Neste caso específico aplica-se o direito do consumidor, pois o condutor do veículo é usuário do serviço prestado pela empresa responsável que deve assegurar a regular prestação dos serviços garantidores da segurança e manutenção da via pública. Este é o entendimento de nossos Tribunais pátrios :
APELAÇÃO CÍVEL - ACIDENTE VEÍCULO - ANIMAL NA PISTA - CONCESSIONÁRIA DE SERVIÇOS RODOVIÁRIOS - RESPONSABILIDADE OBJETIVA - DEVER DE RESSARCIR OS DANOS MATERIAIS DECORRENTES DO ACIDENTE. - "Conforme jurisprudência desta Terceira Turma, as concessionárias de serviços rodoviários, nas suas relações com os usuários, estão subordinadas à legislação consumerista. Portanto, respondem, objetivamente, por qualquer defeito na prestação do serviço, pela manutenção da rodovia em todos os aspectos, respondendo, inclusive, pelos acidentes provocados pela presença de animais na pista. Recurso especial provido." (STJ, REsp 647710/RJ, Ministro CASTRO FILHO, 30/06/2006) - Recurso provido em parte.(TJ-MG - AC: 10647120011455001 MG, Relator: Veiga de Oliveira, Data de Julgamento: 28/05/2013, Câmaras Cíveis / 10ª CÂMARA CÍVEL, Data de Publicação: 07/06/2013)

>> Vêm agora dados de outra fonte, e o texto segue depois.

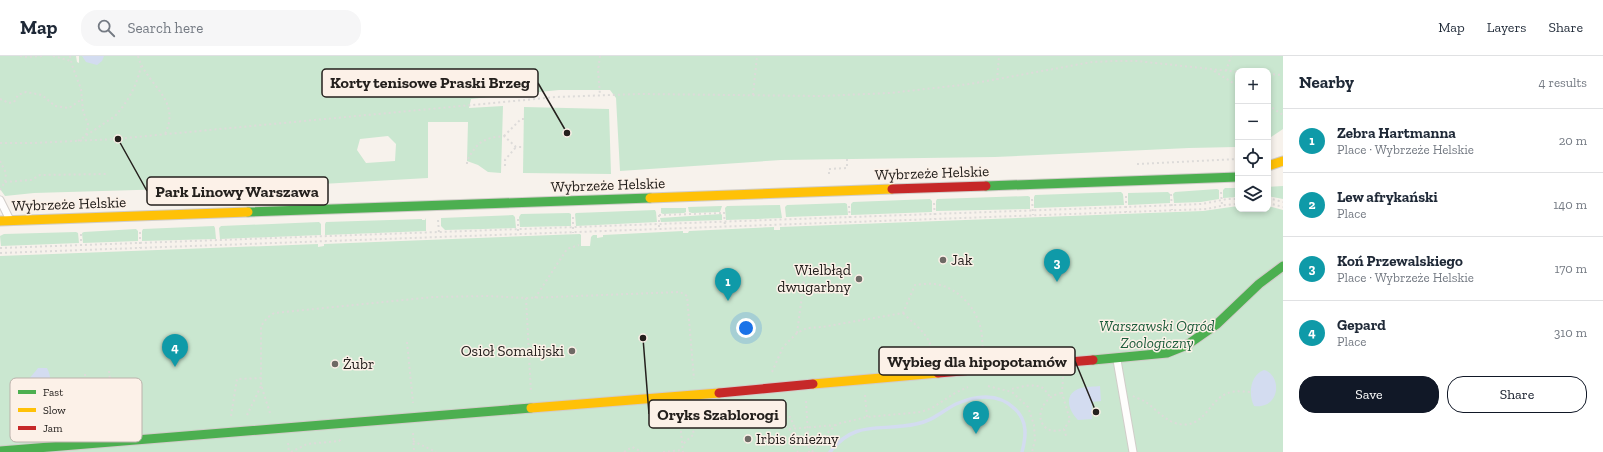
<!DOCTYPE html>
<meta charset="utf-8">
<style>
:root{--surface:#fff;--page:#f6f6f7;--text:#1f2937;--muted:#747a83;--line:#e0e1e3;--accent:#111827}
body{margin:0;font-family:"Zilla Slab",serif;background:var(--page);color:var(--text)}
.controls{position:absolute;right:12px;top:12px;display:grid;overflow:hidden;border-radius:8px;box-shadow:0 2px 6px #0003}
.controls button{width:36px;height:36px;display:grid;place-items:center;padding:0;border:0;border-bottom:1px solid var(--line);background:var(--surface);color:var(--text);font:20px sans-serif}
.you{position:absolute;left:746px;top:272px;width:14px;height:14px;margin:-10px;border:3px solid #fff;border-radius:50%;background:#1a73e8;box-shadow:0 0 0 6px #1a73e833}
.badge{display:grid;place-items:center;width:26px;height:26px;border-radius:50%;background:var(--accent);color:#fff;font-size:13px;font-weight:700}
.pin{position:absolute;translate:-50% -33px;filter:drop-shadow(0 1px 2px #0008)}
.pin::after{content:'';position:absolute;top:21px;width:14px;height:12px;background:inherit;clip-path:polygon(0 0,100% 0,50% 100%)}
.list{margin:0;padding:0;list-style:none}
h2{display:flex;justify-content:space-between;align-items:center;height:52px;margin:0;padding:0 16px;font-size:17px}
h2 small{font-size:13px;font-weight:400;color:var(--muted)}
.list li{display:grid;grid-template-columns:26px 1fr auto;gap:12px;align-items:center;box-sizing:border-box;height:64px;padding:0 16px;border-top:1px solid var(--line)}
.list b{display:block;font-size:15px;white-space:nowrap}
.list p{margin:0;font-size:13px;white-space:nowrap;color:var(--muted)}
.list em{font-size:13px;font-style:normal;color:var(--muted)}
.actions{display:flex;gap:8px;padding:12px 16px}
.actions a{flex:1;padding:9px 0;border:1px solid var(--accent);border-radius:16px;text-align:center;font-size:14px;color:var(--accent)}
.actions .main{background:var(--accent);color:#fff}
.icon{flex:none;width:22px;height:22px;fill:none;stroke:currentColor;stroke-width:2;stroke-linecap:round;stroke-linejoin:round}
.map{position:relative;flex:none;width:1283px;height:396px;overflow:hidden}
header{display:flex;align-items:center;gap:24px;box-sizing:border-box;height:56px;padding:0 20px;background:var(--surface);border-bottom:1px solid var(--line)}
header strong{font-size:19px}
nav{display:flex;gap:22px;margin-inline-start:auto;font-size:14px}
.search{width:280px;height:36px;background:var(--page);display:flex;align-items:center;gap:10px;box-sizing:border-box;padding:0 14px;border-radius:16px;color:var(--muted);font-size:15px}
main{display:flex}
aside{flex:1;background:var(--surface)}
.map>svg:first-child{display:block}
</style>
<header>
<strong>Map</strong>
<div class="search"><svg class="icon" aria-label="search" viewBox="0 0 24 24"><circle cx="10" cy="10" r="6"/><path d="M15 15l6 6"/></svg>Search here</div>
<nav><a>Map</a><a>Layers</a><a>Share</a></nav>
</header>
<main>
<div class="map">
<svg width="1283" height="396" viewBox="0 0 1283 396">
<rect width="100%" height="100%" fill="#f7f2ec"/>
<g fill="#cae7d0" fill-rule="evenodd">
<path d="M0,0H76L77,6L79,7V0H1283V73L1268,83V15H1238V91H1236L1189,92L995,101L781,104L620,115L616,42L610,34H559L471,43L469,52L503,50L501,117L488,116L478,109L467,105L468,66H428V122L304,129L34,137L5,140L0,133ZM388,80L396,88L395,105L366,107L357,94L360,83Z"/>
<polygon points="524,51 609,53 611,118 523,117"/>
<polygon points="1283,130 1283,143 1268,140 1268,131"/>
<polygon points="1225,132 1238,132 1238,141 1223,142 1223,134"/>
<polygon points="1217,133 1219,134 1219,143 1201,146 1174,147 1173,138 1175,136"/>
<polygon points="1121,136 1123,138 1124,149 1034,152 1034,141 1035,139"/>
<polygon points="1168,136 1170,138 1170,147 1128,149 1128,137"/>
<polygon points="1028,140 1030,141 1030,153 936,155 936,145 937,143"/>
<polygon points="930,143 932,145 932,156 851,159 851,148 853,146"/>
<polygon points="845,147 847,148 848,159 786,161 785,151 787,149"/>
<polygon points="780,149 782,162 726,164 725,152 727,150"/>
<polygon points="721,150 722,150 720,156 692,157 689,156 688,151"/>
<polygon points="1238,150 1238,153 1268,153 1268,150 1283,154 1283,396 0,396 0,200 318,188 318,191 324,190 324,188 580,178 581,179 581,190 590,190 591,181 593,179 597,179 597,182 603,181 603,179 683,175 683,177 688,177 689,175 774,171 774,174 780,174 780,171 1203,155"/>
<polygon points="661,152 686,152 686,156 684,157 663,158 661,157"/>
<polygon points="655,154 656,156 657,166 576,170 575,158 576,157"/>
<polygon points="569,157 571,158 571,170 520,171 519,161 521,158"/>
<polygon points="721,158 722,159 722,164 661,166 660,162"/>
<polygon points="513,159 515,161 516,172 445,174 441,170 441,162"/>
<polygon points="425,162 426,164 426,175 325,179 325,168 326,166 422,163 422,164 425,164"/>
<polygon points="319,166 321,168 321,179 220,183 219,172 221,170"/>
<polygon points="214,170 215,172 216,183 142,185 142,175 143,173"/>
<polygon points="136,173 138,175 138,185 83,187 82,177 84,176"/>
<polygon points="76,176 78,177 79,187 1,190 0,180 4,178"/>
</g>
<g fill="#d3dcf0">
<polygon points="82,0 104,0 102,5 97,9 86,6"/>
<path d="M38,312H47C52,321 51,331 46,340L32,345L26,353L23,354L18,352C15,334 28,325 38,312Z"/>
<path d="M1264,314C1282,319 1281,353 1254,350C1248,338 1250,319 1264,314Z"/>
<path d="M1100,330L1101,345L1092,346V363L1078,364C1068,354 1063,337 1081,332C1087,330 1094,331 1100,330Z"/>
</g>
<g fill="none" stroke-linecap="round" stroke-linejoin="round">
<path stroke="#d3dcf0" stroke-width="3.5" d="M830,396C855,363 881,376 916,368C933,365 942,355 956,348C977,339 999,337 1015,353C1028,365 1026,381 1022,396"/>
<g stroke="#d1cdc9" stroke-width="9">
<g id="lane">
<polyline points="0,144 9,162"/>
<polyline points="1117,304 1133,396"/>
</g>
</g>
<g stroke="#d1cdc9" stroke-width="11">
<g id="fast">
<polyline points="986,130 1238,121"/>
<polyline points="248,156 650,142"/>
<polyline points="1093,304 1167,297 1187,289 1217,268 1259,228 1283,210"/>
<polyline points="0,395 531,352"/>
</g>
</g>
<g stroke="#d1cdc9" stroke-width="11">
<g id="slow">
<polyline points="1268,110 1283,105"/>
<polyline points="650,142 892,133"/>
<polyline points="0,165 248,156"/>
<polyline points="813,328 938,317"/>
<polyline points="531,352 719,337"/>
</g>
</g>
<g stroke="#d1cdc9" stroke-width="11">
<g id="jam">
<polyline points="892,133 986,130"/>
<polyline points="938,317 1093,304"/>
<polyline points="719,337 813,328"/>
</g>
</g>
<g stroke="#dddbd9" stroke-width="2" stroke-dasharray="2 3" stroke-linecap="butt">
<polyline points="20,0 27,1 42,0"/>
<polyline points="53,0 71,5"/>
<polyline points="70,0 72,9 81,33 83,55 88,68 86,80"/>
<path d="M138,0C146,29 182,43 165,78"/>
<polyline points="600,0 598,14 600,39"/>
<polyline points="1214,15 1238,30"/>
<polyline points="1226,15 1231,0"/>
<polyline points="1268,18 1283,19"/>
<polyline points="997,24 999,0"/>
<polyline points="753,39 757,0"/>
<polyline points="0,43 9,47 14,46 18,39 26,36 42,39 55,50 69,52 82,43"/>
<polyline points="1268,49 1283,59"/>
<polyline points="504,80 521,63 524,63"/>
<path d="M78,85L115,60C128,46 137,29 141,10"/>
<polyline points="0,87 33,87 115,83 556,41 639,38 821,40 890,37 970,28 1092,6 1115,5 1137,5 1238,16"/>
<polyline points="0,105 6,117 5,126 0,134"/>
<path d="M467,108V105C477,86 483,82 504,80L516,91H523"/>
<polyline points="1137,108 1238,103"/>
<polyline points="505,110 505,104 516,91"/>
<polyline points="829,118 829,113 847,112 847,101"/>
<polyline points="5,126 31,124 40,119 106,118"/>
<polyline points="1221,136 1222,149"/>
<polyline points="1171,138 1172,154"/>
<polyline points="1126,140 1126,156"/>
<polyline points="1268,142 1283,146"/>
<polyline points="1032,143 1033,159"/>
<polyline points="934,147 935,163"/>
<polyline points="1268,147 1283,151"/>
<polyline points="849,150 850,166"/>
<polyline points="724,156 725,171"/>
<polyline points="659,159 724,157"/>
<polyline points="659,159 659,173"/>
<polyline points="573,161 573,177"/>
<polyline points="518,163 518,178"/>
<polyline points="438,164 439,177"/>
<polyline points="140,176 140,192"/>
<polyline points="81,178 81,194"/>
<polyline points="0,192 1126,151 1202,148 1227,143 1238,143"/>
<polyline points="0,197 1126,156 1207,153 1225,149 1238,148"/>
<polyline points="526,242 531,337"/>
<polyline points="535,242 567,193 579,189"/>
<path d="M903,257C919,273 931,279 934,303"/>
<polyline points="797,277 806,210"/>
<polyline points="407,286 413,347"/>
<polyline points="109,315 115,371"/>
<path d="M772,316L783,291L797,277L807,272L822,271L903,257L915,229C923,228 932,227 940,229C957,233 974,250 979,267C983,276 982,288 983,298"/>
<polyline points="85,318 90,371"/>
<polyline points="1063,321 1062,337 1070,364 1064,373 1066,380"/>
<polyline points="988,330 1012,336 1028,351 1034,369 1035,384 1032,396"/>
<path d="M1012,333C1021,331 1036,326 1044,333C1046,335 1048,338 1050,341"/>
<path d="M1061,337C1058,338 1053,339 1050,342C1032,356 1041,382 1064,373"/>
<polyline points="865,339 867,361"/>
<path d="M1133,340C1136,342 1141,343 1144,345C1154,351 1163,363 1175,367C1204,376 1208,344 1228,337C1235,334 1246,336 1253,336"/>
<polyline points="806,345 809,396"/>
<polyline points="679,355 683,396"/>
<polyline points="270,357 261,329 261,270 267,262 274,257 434,241 488,240 526,242 680,236 687,240 694,323"/>
<polyline points="755,357 758,348"/>
<polyline points="779,358 790,361 795,372"/>
<polyline points="247,359 261,330"/>
<polyline points="231,360 237,323 261,322"/>
<polyline points="679,364 686,365 691,368 694,378 682,389"/>
<polyline points="40,365 46,376"/>
<path d="M692,371L716,361L735,362L765,355H774L779,358C779,373 788,368 792,377C794,381 793,387 793,391L798,396"/>
<polyline points="789,373 836,369"/>
<polyline points="413,377 414,396"/>
<polyline points="413,385 436,396"/>
<polyline points="288,387 289,396"/>
<polyline points="291,396 307,388 339,385 341,383"/>
<polyline points="624,396 632,391 642,396"/>
<polyline points="663,396 682,394"/>
<polyline points="812,396 822,382 837,368 867,361 921,356 932,352 955,337 968,331"/>
</g>
<use href="#lane" stroke="#fefdfc" stroke-width="7"/>
<use href="#fast" stroke="#4caf50" stroke-width="9"/>
<use href="#slow" stroke="#ffc107" stroke-width="9"/>
<use href="#jam" stroke="#c62828" stroke-width="9"/>
</g>
<g fill="#6e6a65" stroke="#fcf1e8" stroke-width="1.5">
<circle cx="943" cy="204" r="4"/>
<circle cx="859" cy="223" r="4"/>
<circle cx="572" cy="295" r="4"/>
<circle cx="335" cy="308" r="4"/>
<circle cx="748" cy="383" r="4"/>
</g>
<g text-anchor="middle" stroke-width="3" stroke-linejoin="round" paint-order="stroke">
<g font-size="15" fill="#24201d" stroke="#fcf1e8">
<text transform="translate(932 117) rotate(-2)" y="5">Wybrzeże Helskie</text>
<text transform="translate(608 129) rotate(-2)" y="5">Wybrzeże Helskie</text>
<text transform="translate(69 148) rotate(-2)" y="5">Wybrzeże Helskie</text>
</g>
<g font-size="15" fill="#24201d" stroke="#fcf1e8" text-anchor="start">
<text x="951" y="209">Jak</text>
<text x="851" y="219" text-anchor="end">Wielbłąd<tspan x="851" dy="17">dwugarbny</tspan></text>
<text x="564" y="300" text-anchor="end">Osioł Somalijski</text>
<text x="343" y="313">Żubr</text>
<text x="756" y="388">Irbis śnieżny</text>
</g>
<g font-size="15" font-style="italic" fill="#1b5c3a" stroke="#fcf1e8">
<text x="1157" y="275">Warszawski Ogród<tspan x="1157" dy="17">Zoologiczny</tspan></text>
</g>
</g>
<rect x="10" y="322" width="132" height="64" rx="6" fill="#fcf1e8" stroke="#bbb2ab" stroke-width="1"/>
<rect x="18" y="334" width="18" height="4" fill="#4caf50"/>
<rect x="18" y="352" width="18" height="4" fill="#ffc107"/>
<rect x="18" y="370" width="18" height="4" fill="#c62828"/>
<g font-size="11" fill="#24201d">
<text x="43" y="340">Fast</text>
<text x="43" y="358">Slow</text>
<text x="43" y="376">Jam</text>
</g>
<path fill="none" stroke="#24201d" stroke-width="1.5" d="M567 77L538 27M118 83L147 135M1096 356L1075 305M643 282L649 358"/>
<g fill="#24201d" stroke="#fcf1e8" stroke-width="1.5">
<circle cx="567" cy="77" r="4"/>
<circle cx="118" cy="83" r="4"/>
<circle cx="1096" cy="356" r="4"/>
<circle cx="643" cy="282" r="4"/>
</g>
<g fill="#fcf1e8" stroke="#24201d" stroke-width="1.5">
<rect x="322" y="13" width="216" height="28" rx="4"/>
<rect x="147" y="121" width="181" height="28" rx="4"/>
<rect x="879" y="291" width="196" height="28" rx="4"/>
<rect x="649" y="344" width="137" height="28" rx="4"/>
</g>
<g font-size="16" text-anchor="middle" font-weight="bold" fill="#24201d">
<text x="430" y="32">Korty tenisowe Praski Brzeg</text>
<text x="237" y="141">Park Linowy Warszawa</text>
<text x="977" y="311">Wybieg dla hipopotamów</text>
<text x="718" y="364">Oryks Szablorogi</text>
</g>
</svg>
<div class="controls">
<button>+</button>
<button>−</button>
<button><svg class="icon" aria-label="locate" viewBox="0 0 24 24"><circle cx="12" cy="12" r="6"/><path d="M12 2v4M12 18v4M2 12h4M18 12h4"/></svg></button>
<button><svg class="icon" aria-label="layers" viewBox="0 0 24 24"><path d="M12 4l9 5-9 5-9-5zM3 14l9 5 9-5"/></svg></button>
</div>
<div class="you"></div>
<div class="pin badge" style="left:728px;top:245px;background:#0f9aa8">1</div>
<div class="pin badge" style="left:976px;top:378px;background:#0f9aa8">2</div>
<div class="pin badge" style="left:1057px;top:226px;background:#0f9aa8">3</div>
<div class="pin badge" style="left:175px;top:311px;background:#0f9aa8">4</div>
</div>
<aside>
<h2>Nearby<small>4 results</small></h2>
<ul class="list">
<li><span class="badge" style="background:#0f9aa8">1</span><div><b>Zebra Hartmanna</b><p>Place · Wybrzeże Helskie</p></div><em>20 m</em></li>
<li><span class="badge" style="background:#0f9aa8">2</span><div><b>Lew afrykański</b><p>Place</p></div><em>140 m</em></li>
<li><span class="badge" style="background:#0f9aa8">3</span><div><b>Koń Przewalskiego</b><p>Place · Wybrzeże Helskie</p></div><em>170 m</em></li>
<li><span class="badge" style="background:#0f9aa8">4</span><div><b>Gepard</b><p>Place</p></div><em>310 m</em></li>
</ul>
<div class="actions"><a class="main">Save</a><a>Share</a></div>
</aside>
</main>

Neste aspecto, tornou-se clássica em nosso direito a lição pela qual a simples presença de animais na pista coloca em risco a segurança dos usuários da rodovia. Dessa forma, as concessionárias devem responder pela falha na prestação do serviço, na forma do previsto no Código de Defesa do Consumidor, cabendo a elas aplicar as medidas preventivas de apreensão dos animais que estejam vagando soltos pelas vias públicas.

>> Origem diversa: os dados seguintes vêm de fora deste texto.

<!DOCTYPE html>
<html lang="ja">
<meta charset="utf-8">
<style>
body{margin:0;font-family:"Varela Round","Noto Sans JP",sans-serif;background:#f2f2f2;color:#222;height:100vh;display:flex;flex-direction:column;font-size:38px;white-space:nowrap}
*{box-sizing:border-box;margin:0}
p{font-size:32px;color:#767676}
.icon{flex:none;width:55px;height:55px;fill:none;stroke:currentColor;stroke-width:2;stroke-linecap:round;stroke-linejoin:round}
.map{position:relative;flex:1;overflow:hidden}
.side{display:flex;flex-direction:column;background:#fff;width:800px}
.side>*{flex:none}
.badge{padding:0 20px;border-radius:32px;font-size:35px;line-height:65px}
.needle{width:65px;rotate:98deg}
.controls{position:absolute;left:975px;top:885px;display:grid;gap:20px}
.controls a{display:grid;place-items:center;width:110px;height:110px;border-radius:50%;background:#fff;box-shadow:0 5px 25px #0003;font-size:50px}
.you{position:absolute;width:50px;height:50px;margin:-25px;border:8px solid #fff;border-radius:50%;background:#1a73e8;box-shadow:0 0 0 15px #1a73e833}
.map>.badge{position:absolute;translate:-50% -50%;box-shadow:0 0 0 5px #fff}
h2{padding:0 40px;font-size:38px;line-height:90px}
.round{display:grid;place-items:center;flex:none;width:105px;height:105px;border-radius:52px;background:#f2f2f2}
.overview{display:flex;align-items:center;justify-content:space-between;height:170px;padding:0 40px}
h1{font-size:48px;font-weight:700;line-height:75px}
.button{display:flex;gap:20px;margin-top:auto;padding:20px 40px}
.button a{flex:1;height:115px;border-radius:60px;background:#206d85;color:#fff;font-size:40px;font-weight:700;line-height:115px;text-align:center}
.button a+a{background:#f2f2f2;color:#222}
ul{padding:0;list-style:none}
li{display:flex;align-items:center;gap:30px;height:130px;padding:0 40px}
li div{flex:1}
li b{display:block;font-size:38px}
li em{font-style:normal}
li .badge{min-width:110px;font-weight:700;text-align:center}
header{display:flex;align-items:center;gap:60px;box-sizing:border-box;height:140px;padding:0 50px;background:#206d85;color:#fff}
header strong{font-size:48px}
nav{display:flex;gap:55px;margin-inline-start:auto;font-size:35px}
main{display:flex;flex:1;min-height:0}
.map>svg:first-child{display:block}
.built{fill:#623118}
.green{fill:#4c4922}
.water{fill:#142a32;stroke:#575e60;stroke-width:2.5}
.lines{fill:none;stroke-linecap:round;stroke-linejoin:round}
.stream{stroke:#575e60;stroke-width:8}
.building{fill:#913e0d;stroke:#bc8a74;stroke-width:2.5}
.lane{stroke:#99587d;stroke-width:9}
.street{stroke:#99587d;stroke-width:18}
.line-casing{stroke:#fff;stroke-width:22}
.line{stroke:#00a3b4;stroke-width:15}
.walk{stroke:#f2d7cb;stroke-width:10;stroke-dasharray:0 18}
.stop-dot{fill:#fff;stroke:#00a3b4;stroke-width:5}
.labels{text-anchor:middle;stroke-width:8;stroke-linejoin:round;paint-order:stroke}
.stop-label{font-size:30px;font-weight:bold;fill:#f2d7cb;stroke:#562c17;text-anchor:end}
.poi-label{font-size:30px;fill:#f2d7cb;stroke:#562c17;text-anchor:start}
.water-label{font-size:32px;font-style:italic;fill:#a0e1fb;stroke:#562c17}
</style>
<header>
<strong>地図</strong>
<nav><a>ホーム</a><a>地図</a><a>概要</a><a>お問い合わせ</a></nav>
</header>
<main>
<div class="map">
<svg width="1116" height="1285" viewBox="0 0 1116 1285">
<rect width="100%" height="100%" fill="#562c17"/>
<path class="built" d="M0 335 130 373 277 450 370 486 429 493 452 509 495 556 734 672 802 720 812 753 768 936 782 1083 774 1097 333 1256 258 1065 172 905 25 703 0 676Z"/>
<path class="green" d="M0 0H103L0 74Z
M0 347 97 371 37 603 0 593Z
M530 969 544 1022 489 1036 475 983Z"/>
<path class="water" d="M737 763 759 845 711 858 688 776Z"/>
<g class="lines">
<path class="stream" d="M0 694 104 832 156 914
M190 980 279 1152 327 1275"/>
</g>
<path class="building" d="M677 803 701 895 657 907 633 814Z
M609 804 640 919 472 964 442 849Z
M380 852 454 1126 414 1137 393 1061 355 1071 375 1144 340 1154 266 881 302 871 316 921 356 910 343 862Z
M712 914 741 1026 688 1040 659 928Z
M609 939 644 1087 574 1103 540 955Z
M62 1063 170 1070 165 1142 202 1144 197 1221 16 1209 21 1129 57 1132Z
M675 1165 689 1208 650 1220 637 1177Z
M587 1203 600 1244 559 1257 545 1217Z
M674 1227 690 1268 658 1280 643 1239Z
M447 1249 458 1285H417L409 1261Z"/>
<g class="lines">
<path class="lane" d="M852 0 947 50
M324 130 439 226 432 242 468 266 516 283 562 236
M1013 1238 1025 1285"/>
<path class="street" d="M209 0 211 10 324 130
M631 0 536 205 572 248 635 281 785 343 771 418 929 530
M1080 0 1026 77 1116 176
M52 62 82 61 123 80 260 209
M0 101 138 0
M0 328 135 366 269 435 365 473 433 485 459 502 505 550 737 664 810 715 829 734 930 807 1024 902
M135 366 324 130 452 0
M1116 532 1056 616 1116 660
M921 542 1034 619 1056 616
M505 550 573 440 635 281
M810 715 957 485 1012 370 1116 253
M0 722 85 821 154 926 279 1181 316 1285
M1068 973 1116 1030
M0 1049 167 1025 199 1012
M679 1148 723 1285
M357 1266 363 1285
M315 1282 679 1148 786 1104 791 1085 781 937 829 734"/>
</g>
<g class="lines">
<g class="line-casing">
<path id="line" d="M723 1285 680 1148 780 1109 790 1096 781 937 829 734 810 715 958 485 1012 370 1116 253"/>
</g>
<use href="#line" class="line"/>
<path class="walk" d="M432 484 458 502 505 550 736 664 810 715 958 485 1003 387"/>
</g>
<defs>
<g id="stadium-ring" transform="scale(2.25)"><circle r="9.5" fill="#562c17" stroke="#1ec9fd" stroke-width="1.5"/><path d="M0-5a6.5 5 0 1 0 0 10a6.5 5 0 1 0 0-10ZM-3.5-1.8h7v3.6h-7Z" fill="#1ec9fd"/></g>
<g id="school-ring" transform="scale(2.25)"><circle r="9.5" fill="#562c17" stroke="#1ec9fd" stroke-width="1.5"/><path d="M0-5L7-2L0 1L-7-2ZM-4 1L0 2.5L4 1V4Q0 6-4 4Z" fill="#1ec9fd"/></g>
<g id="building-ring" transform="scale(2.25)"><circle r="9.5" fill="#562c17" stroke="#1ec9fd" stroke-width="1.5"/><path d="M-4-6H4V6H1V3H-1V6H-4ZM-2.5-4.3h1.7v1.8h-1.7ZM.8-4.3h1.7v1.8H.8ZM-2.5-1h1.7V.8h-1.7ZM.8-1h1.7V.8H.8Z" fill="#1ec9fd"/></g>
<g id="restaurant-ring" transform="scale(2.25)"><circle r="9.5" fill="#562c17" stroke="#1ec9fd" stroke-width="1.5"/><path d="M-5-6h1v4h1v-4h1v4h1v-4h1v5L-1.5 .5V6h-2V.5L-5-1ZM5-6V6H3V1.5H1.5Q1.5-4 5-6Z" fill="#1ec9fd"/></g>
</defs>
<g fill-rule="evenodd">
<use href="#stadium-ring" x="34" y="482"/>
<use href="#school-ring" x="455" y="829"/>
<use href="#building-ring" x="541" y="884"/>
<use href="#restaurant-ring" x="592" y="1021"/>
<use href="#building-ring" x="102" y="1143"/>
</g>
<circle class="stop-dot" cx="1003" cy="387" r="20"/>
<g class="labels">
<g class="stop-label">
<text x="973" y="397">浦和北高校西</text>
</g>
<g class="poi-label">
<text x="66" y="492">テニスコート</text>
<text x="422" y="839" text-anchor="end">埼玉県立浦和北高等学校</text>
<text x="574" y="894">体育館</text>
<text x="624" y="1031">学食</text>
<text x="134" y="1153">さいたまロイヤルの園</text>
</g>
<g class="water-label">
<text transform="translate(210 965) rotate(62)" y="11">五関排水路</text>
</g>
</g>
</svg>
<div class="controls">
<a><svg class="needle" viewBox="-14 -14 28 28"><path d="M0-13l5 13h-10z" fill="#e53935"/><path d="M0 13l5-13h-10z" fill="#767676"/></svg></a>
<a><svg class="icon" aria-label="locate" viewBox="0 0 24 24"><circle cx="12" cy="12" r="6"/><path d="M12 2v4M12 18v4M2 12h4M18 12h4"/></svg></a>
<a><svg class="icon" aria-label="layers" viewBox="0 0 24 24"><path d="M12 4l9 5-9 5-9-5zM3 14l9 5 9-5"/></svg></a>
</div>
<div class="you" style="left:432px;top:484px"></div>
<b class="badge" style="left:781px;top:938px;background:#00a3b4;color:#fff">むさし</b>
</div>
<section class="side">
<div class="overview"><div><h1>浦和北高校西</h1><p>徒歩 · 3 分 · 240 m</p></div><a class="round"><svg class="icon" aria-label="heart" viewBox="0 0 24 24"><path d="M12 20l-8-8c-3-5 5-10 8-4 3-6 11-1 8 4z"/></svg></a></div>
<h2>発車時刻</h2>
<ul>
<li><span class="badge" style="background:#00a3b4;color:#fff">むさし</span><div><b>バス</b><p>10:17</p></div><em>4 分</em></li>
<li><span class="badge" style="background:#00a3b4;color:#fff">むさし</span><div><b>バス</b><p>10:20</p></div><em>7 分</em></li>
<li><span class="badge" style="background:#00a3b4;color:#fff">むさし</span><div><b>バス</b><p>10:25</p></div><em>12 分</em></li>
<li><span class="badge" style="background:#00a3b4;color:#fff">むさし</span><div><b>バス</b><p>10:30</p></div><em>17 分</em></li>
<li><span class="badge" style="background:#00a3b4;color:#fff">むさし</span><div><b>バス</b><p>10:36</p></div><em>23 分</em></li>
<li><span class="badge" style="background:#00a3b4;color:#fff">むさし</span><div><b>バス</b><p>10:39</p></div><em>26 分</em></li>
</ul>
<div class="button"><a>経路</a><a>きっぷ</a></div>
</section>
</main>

A responsabilidade civil do Estado ou das concessionárias não ilide a do proprietário dos animais como vacas, cabras, jegues, cachorros, e outros. Difícil é encontrar o dono do animal causador do dano, pois sempre que acontece um acidente o responsável costuma não assumir a culpa pela falha na guarda e quase nunca é identificado pelas autoridades por falta de marcação ou outra identificação. Por óbvio, cabe aos entes responsáveis pelas vias em caso de condenação ação regressiva contra o proprietário do animal de acordo com o que prevê a nossa legislação civil.
Como é sabido, não é possível responsabilizar o animal pelo acidente de trânsito por falta de capacidade jurídica deste. O atual Código Civil Brasileiro prevê, em seu artigo 936, a responsabilidade civil do dono de animais, perigosos ou não, ex vi: “O dono, ou detentor, do animal ressarcirá o dano por este causado, se não provar culpa da vítima ou força maiores”. Para a nossa legislação basta, portanto, a existência de nexo de causalidade entre o comportamento do animal e o dano verificado para que surja o dever de indenizar, visto que, no caso em exame, adotou-se a responsabilidade objetiva, independentemente da culpa do dono do animal.
A responsabilidade de quem administra a via ou do dono do animal como assevera a legislação citada pode ser ilidida pela existência de caso fortuito ou força maior e, também, há a possibilidade de ocorrência de culpa exclusiva da vítima, pois o inciso XI do art. 220 do CTB é claro em exigir do condutor que reduza a velocidade do veículo de forma compatível com a segurança do trânsito sempre que houver a aproximação de animais na pista.
Infelizmente não é rara a hipótese em que o motorista inadvertidamente ou intencionalmente não reduz a velocidade diante da presença de animais na pista e vem a sofrer acidente de trânsito, muitas vezes com gravíssimas consequências. Nestes casos, é o motorista o responsável pelo acidente, descabendo responsabilizar qualquer outro sujeito de direito.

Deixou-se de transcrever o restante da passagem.